ONS warns early retirement could negatively affect individual finances and wider economy

The Office for National Statistics (ONS) has warned that the exit of workers aged between 50 and 65 from the workforce could negatively impact both individuals’ finances and the wider economy.

The organisation’s Living longer: impact of working from home on older workers study estimated that if the employment rate of people in the age group matched that of those aged 35 to 49 years, it would add more than 5 per cent to UK gross domestic product (GDP), equating to around £88bn.

The research pointed towards continued flexible working as a way to keep older workers in employment, noting that previous research from June and July 2020 had found that those who were working entirely from home were more likely to say they were planning to retire later (11 per cent) compared with those who were still having to deal with a commute (5 per cent).

It also noted that its prior research had found that older workers aged 50 to 69 who were working from home thought it improved their work life balance and well-being, while people with long-term conditions were also found to be less likely to plan for early retirement if they were working from home.

Accordingly, the proportion of older workers who planned to work from home after the pandemic was 22 per cent, which ONS said was above pre-pandemic levels.

The report also identified strong differences between when people stopped working along gender lines, noting that 17.9 per cent of 50 year old women were economically inactive, compared with 9.6 per cent of men the same age.

Meanwhile, at age 64, 58.6 per cent of women were economically inactive, compared to 44.9 per cent of men.

Hargreaves Lansdown senior pensions and retirement analyst, Helen Morrissey, said: “Anything that enables people to stay in work for longer and benefit from increased income and pension contributions is welcome. Leaving the workforce early can have an enormous effect on someone’s financial resilience in retirement as well as their physical and mental wellbeing.

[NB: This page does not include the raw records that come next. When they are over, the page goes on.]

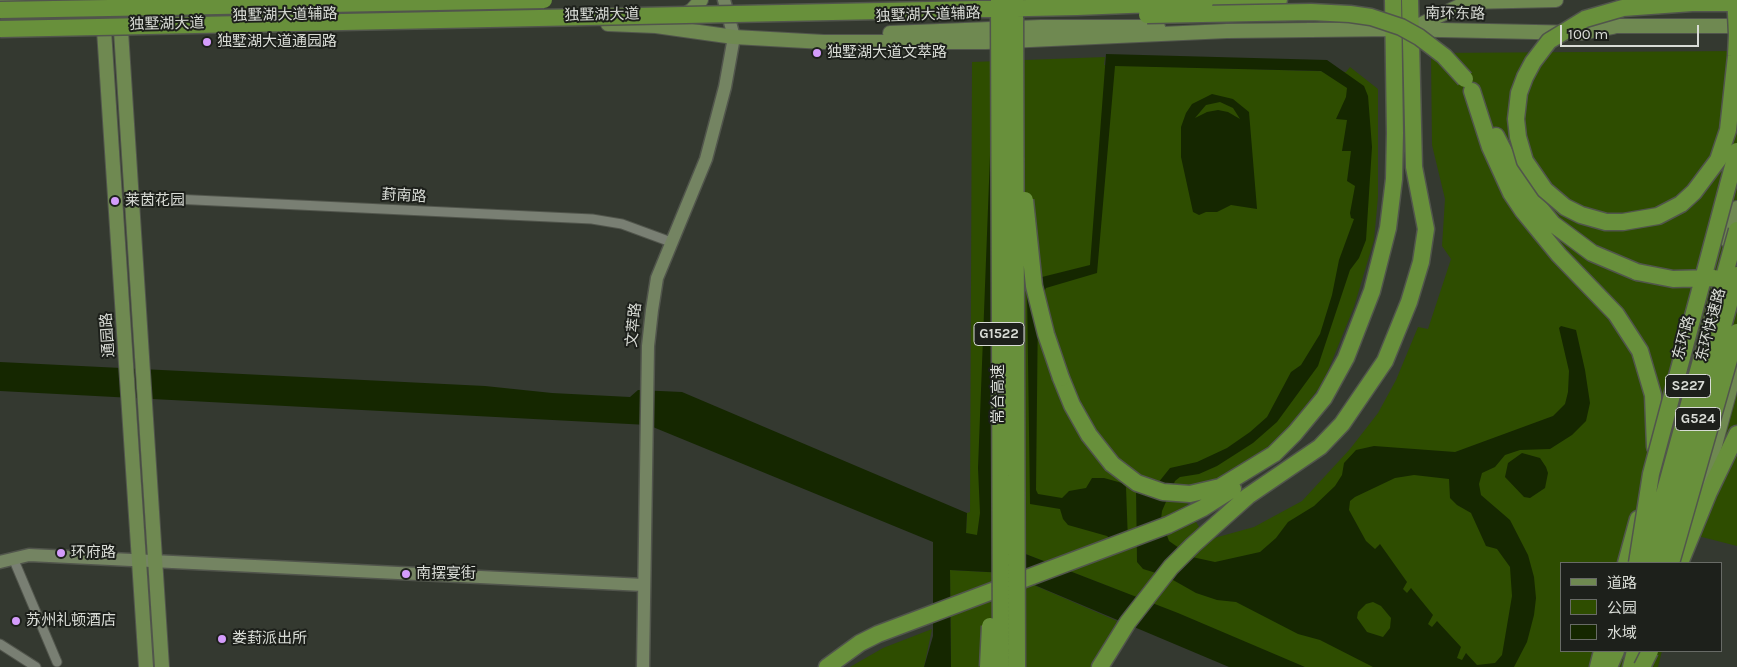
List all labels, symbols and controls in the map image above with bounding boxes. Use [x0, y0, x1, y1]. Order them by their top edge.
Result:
street label: 独墅湖大道辅路 [875, 4, 981, 26]
street label: 南环东路 [1425, 4, 1485, 24]
street label: 独墅湖大道辅路 [232, 5, 338, 25]
street label: 独墅湖大道 [564, 5, 640, 25]
street label: 独墅湖大道 [129, 14, 205, 34]
scale bar [1562, 15, 1701, 47]
text: 100 m [1568, 25, 1608, 43]
place label: 独墅湖大道通园路 [217, 33, 337, 51]
marker: 独墅湖大道通园路 [201, 36, 213, 48]
place label: 独墅湖大道文萃路 [827, 44, 947, 62]
marker: 独墅湖大道文萃路 [811, 47, 823, 59]
street label: 葑南路 [381, 186, 427, 206]
place label: 莱茵花园 [125, 192, 185, 210]
marker: 莱茵花园 [109, 195, 121, 207]
street label: 东环快速路 [1693, 286, 1729, 364]
street label: 文萃路 [623, 302, 645, 348]
street label: 通园路 [97, 312, 119, 358]
street label: 东环路 [1669, 314, 1699, 362]
road number: G1522 [974, 322, 1024, 346]
street label: 常台高速 [990, 364, 1008, 424]
road number: S227 [1666, 374, 1710, 398]
road number: G524 [1676, 408, 1720, 430]
place label: 环府路 [71, 544, 116, 562]
marker: 环府路 [55, 547, 67, 559]
legend [1560, 562, 1722, 652]
place label: 南摆宴街 [416, 565, 476, 583]
marker: 南摆宴街 [400, 568, 412, 580]
text: 道路 [1607, 574, 1637, 592]
text: 公园 [1607, 599, 1637, 617]
place label: 苏州礼顿酒店 [26, 612, 116, 630]
marker: 苏州礼顿酒店 [10, 615, 22, 627]
text: 水域 [1607, 624, 1637, 642]
place label: 娄葑派出所 [232, 630, 307, 648]
marker: 娄葑派出所 [216, 633, 228, 645]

“This data shows that the shift to working from home has had a positive effect on older workers in terms of their health and work-life balance. Not having to commute to an office every day frees up time and can also mean you are less exposed to illness. It can mean people are able to work longer than they otherwise would have.”

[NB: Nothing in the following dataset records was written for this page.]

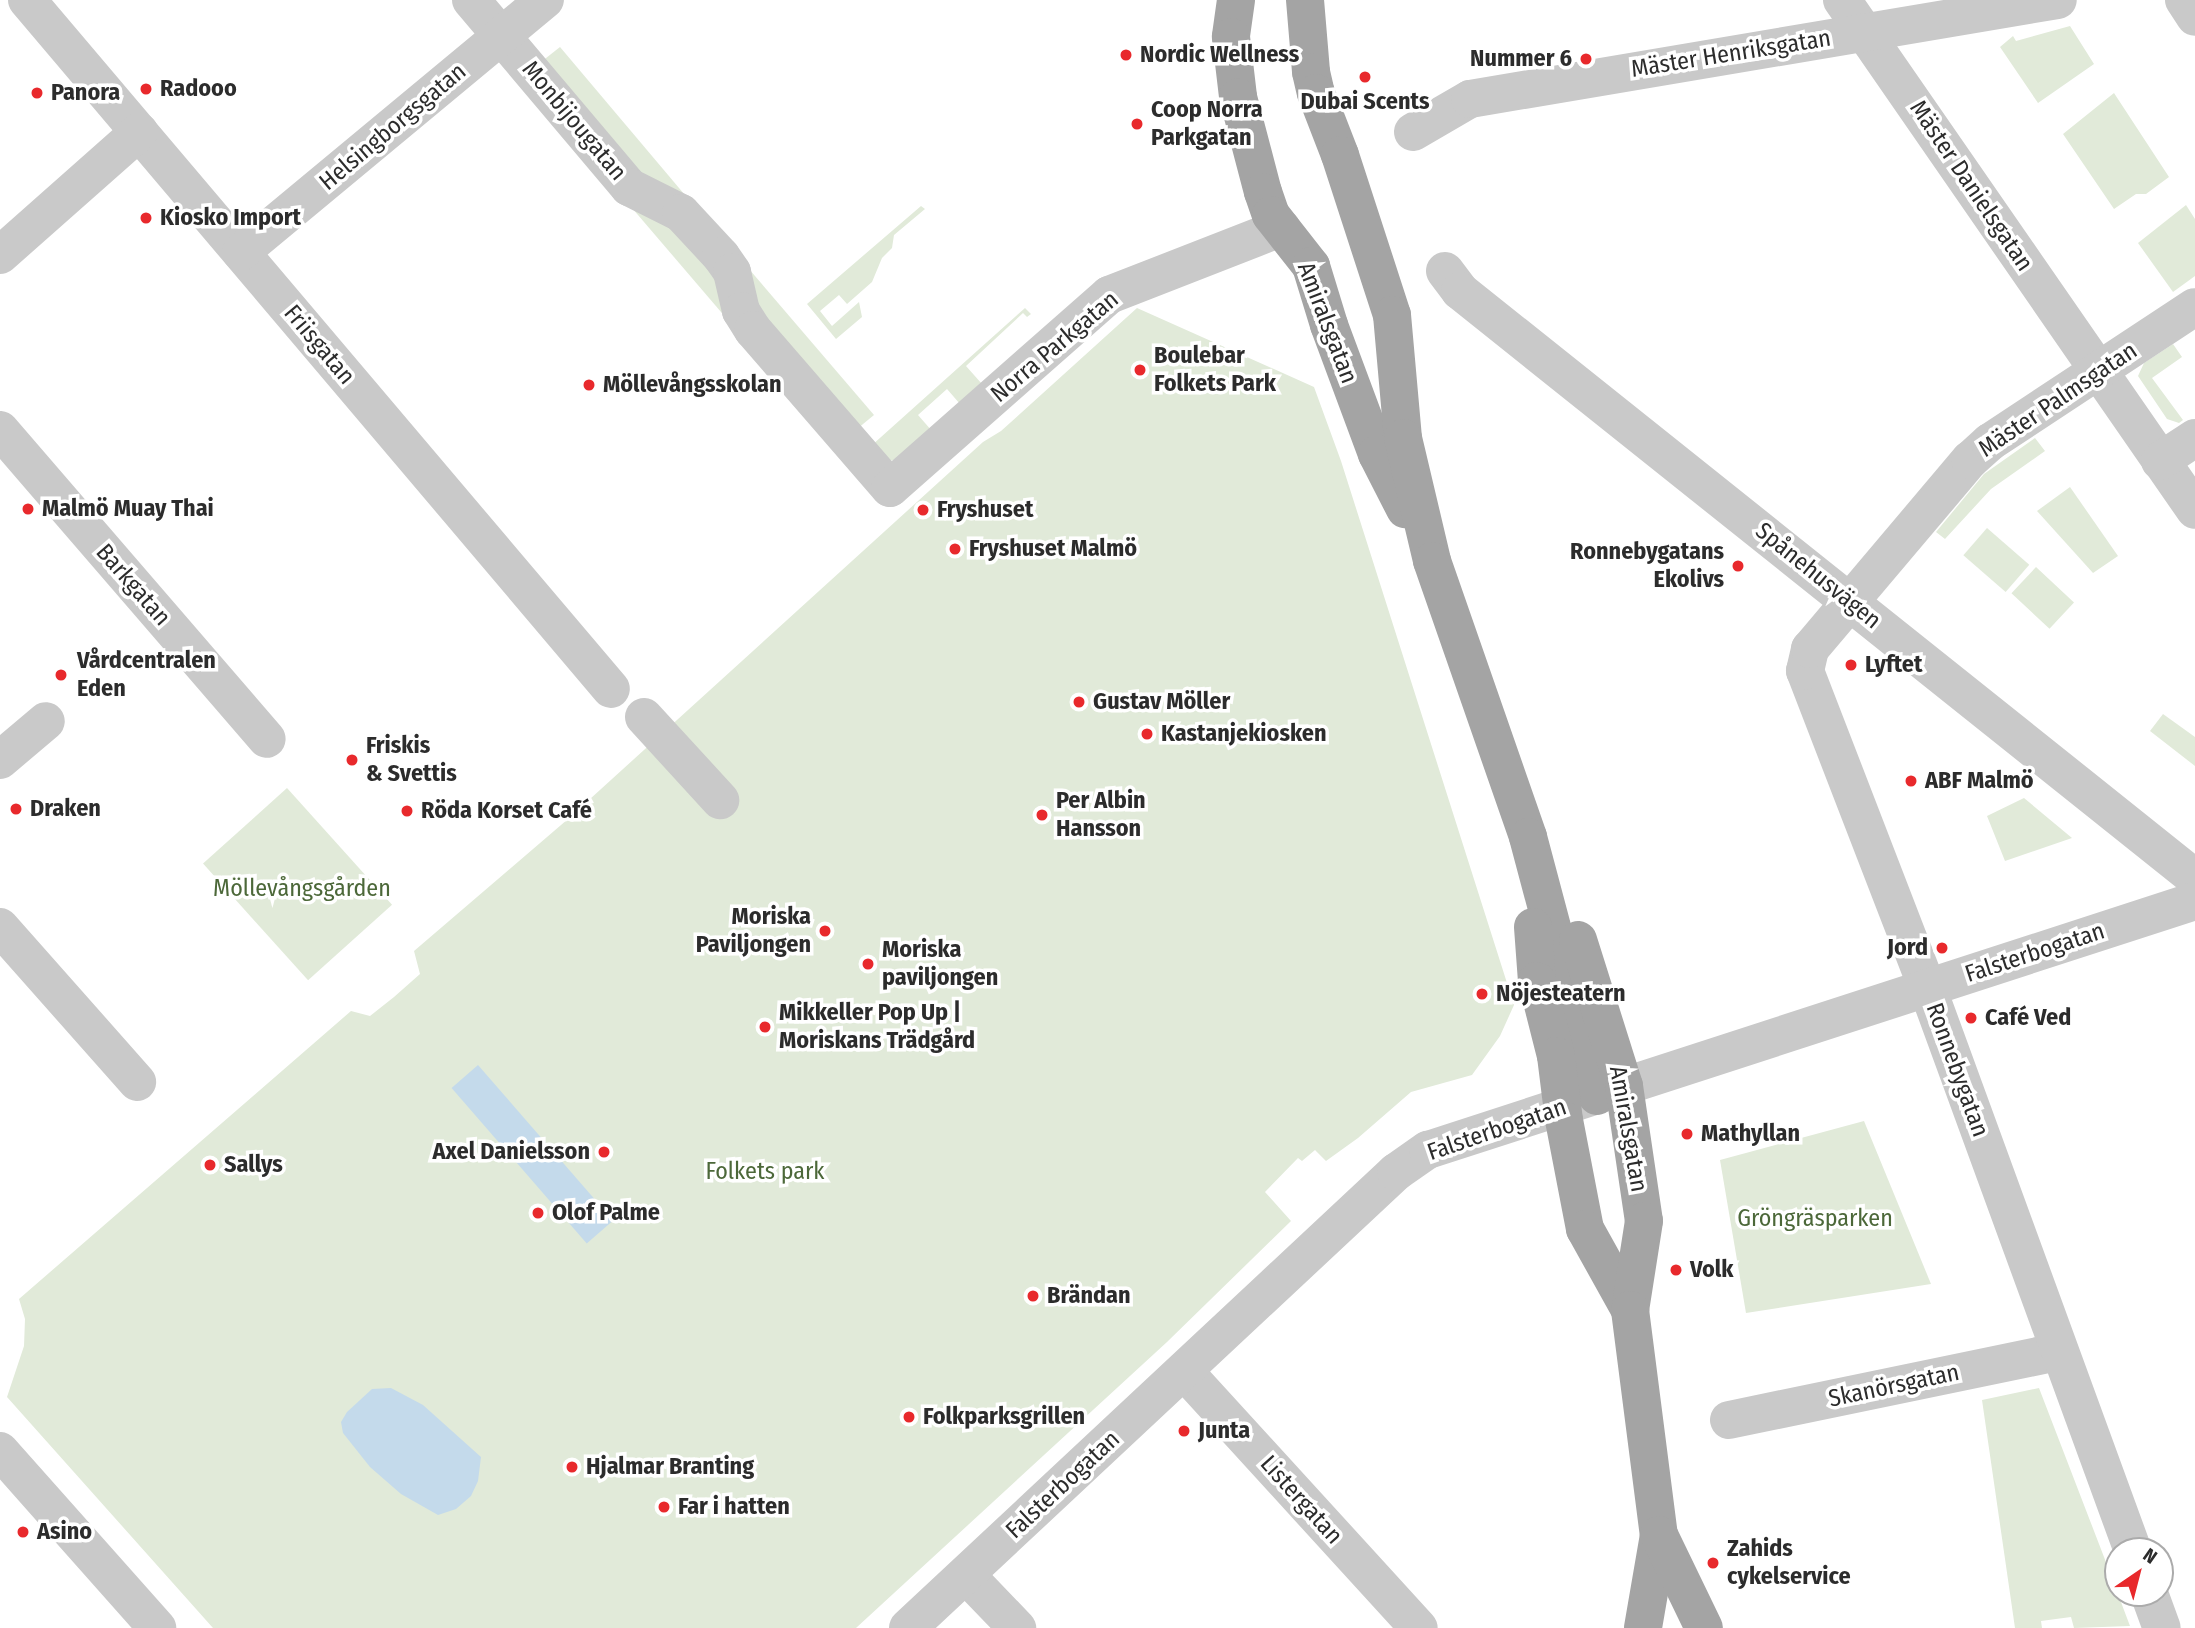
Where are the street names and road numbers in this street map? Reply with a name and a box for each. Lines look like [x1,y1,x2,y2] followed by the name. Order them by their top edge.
[1629,24,1833,84] street label: Mäster Henriksgatan
[516,55,632,187] street label: Monbijougatan
[314,57,472,197] street label: Helsingborgsgatan
[1903,95,2039,277] street label: Mäster Danielsgatan
[1291,258,1363,388] street label: Amiralsgatan
[985,285,1125,409] street label: Norra Parkgatan
[277,299,361,391] street label: Friisgatan
[1973,336,2143,464] street label: Mäster Palmsgatan
[1749,517,1887,635] street label: Spånehusvägen
[90,538,176,632] street label: Barkgatan
[1962,917,2108,989] street label: Falsterbogatan
[1919,999,1995,1141] street label: Ronnebygatan
[1603,1064,1653,1194] street label: Amiralsgatan
[1424,1093,1570,1167] street label: Falsterbogatan
[1826,1358,1962,1414] street label: Skanörsgatan
[1000,1425,1126,1545] street label: Falsterbogatan
[1254,1450,1348,1550] street label: Listergatan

Fidelity International investment director, Maike Currie, pointed out that not all older workers preferred working from home, explaining that Fidelity research had found that over a fifth (21 per cent) of people in their 50s thought the pandemic had “a negative impact on their career”.

She continued: “There is a financial domino effect - with a fifth (21 per cent) of over-55s experiencing a decrease in their personal income over a 12-month period due to the pandemic, with a real concern that changes to working patterns or income levels could mean retirement looks very different to the one people had imagined pre-pandemic.”

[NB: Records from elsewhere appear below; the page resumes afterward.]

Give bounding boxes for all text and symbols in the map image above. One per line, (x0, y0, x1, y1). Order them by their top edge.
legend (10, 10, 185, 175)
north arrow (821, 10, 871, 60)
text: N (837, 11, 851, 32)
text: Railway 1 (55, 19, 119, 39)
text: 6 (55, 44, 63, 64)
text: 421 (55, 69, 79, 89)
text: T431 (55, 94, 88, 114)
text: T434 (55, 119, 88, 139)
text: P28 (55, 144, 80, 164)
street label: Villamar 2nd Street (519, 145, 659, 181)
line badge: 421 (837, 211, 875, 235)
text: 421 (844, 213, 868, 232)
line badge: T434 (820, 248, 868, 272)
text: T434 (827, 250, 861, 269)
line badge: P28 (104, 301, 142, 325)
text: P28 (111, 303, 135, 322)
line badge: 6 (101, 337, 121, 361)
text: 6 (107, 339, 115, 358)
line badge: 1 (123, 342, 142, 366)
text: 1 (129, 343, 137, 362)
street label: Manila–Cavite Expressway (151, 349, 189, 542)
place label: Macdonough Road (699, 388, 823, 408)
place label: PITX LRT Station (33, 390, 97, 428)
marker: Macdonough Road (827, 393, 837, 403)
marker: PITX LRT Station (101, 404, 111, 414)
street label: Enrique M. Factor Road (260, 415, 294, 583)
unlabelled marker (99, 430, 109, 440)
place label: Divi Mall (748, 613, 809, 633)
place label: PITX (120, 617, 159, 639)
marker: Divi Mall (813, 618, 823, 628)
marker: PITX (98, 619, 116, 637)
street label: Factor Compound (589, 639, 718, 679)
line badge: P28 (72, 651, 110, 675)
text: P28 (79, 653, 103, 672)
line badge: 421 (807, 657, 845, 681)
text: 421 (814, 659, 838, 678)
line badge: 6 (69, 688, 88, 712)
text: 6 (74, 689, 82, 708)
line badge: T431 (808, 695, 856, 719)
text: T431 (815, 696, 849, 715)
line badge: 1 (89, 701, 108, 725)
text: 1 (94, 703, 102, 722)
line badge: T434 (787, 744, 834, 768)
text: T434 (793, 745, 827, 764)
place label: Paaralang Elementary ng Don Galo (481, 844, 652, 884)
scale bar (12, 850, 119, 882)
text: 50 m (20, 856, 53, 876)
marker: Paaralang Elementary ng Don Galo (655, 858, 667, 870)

AJ Bell head of retirement policy, Tom Selby, added: “While in some cases stopping work early will be a voluntary decision – for example as a result of early retirement – in other situations it will be less voluntary, such as ill-health.

“Worryingly, although perhaps not surprisingly, people who work in low-paying or physically intensive sectors are six times more likely to stop working before state pension age because of ill-health than those working in other professions.

“What’s more, women are more likely to stop working early than men, potentially further perpetuating the gap in pensions between the sexes. Stopping working in your 50s – when in theory your earning power and ability to save should be at its highest – could also have a significant impact people’s retirement outcomes.”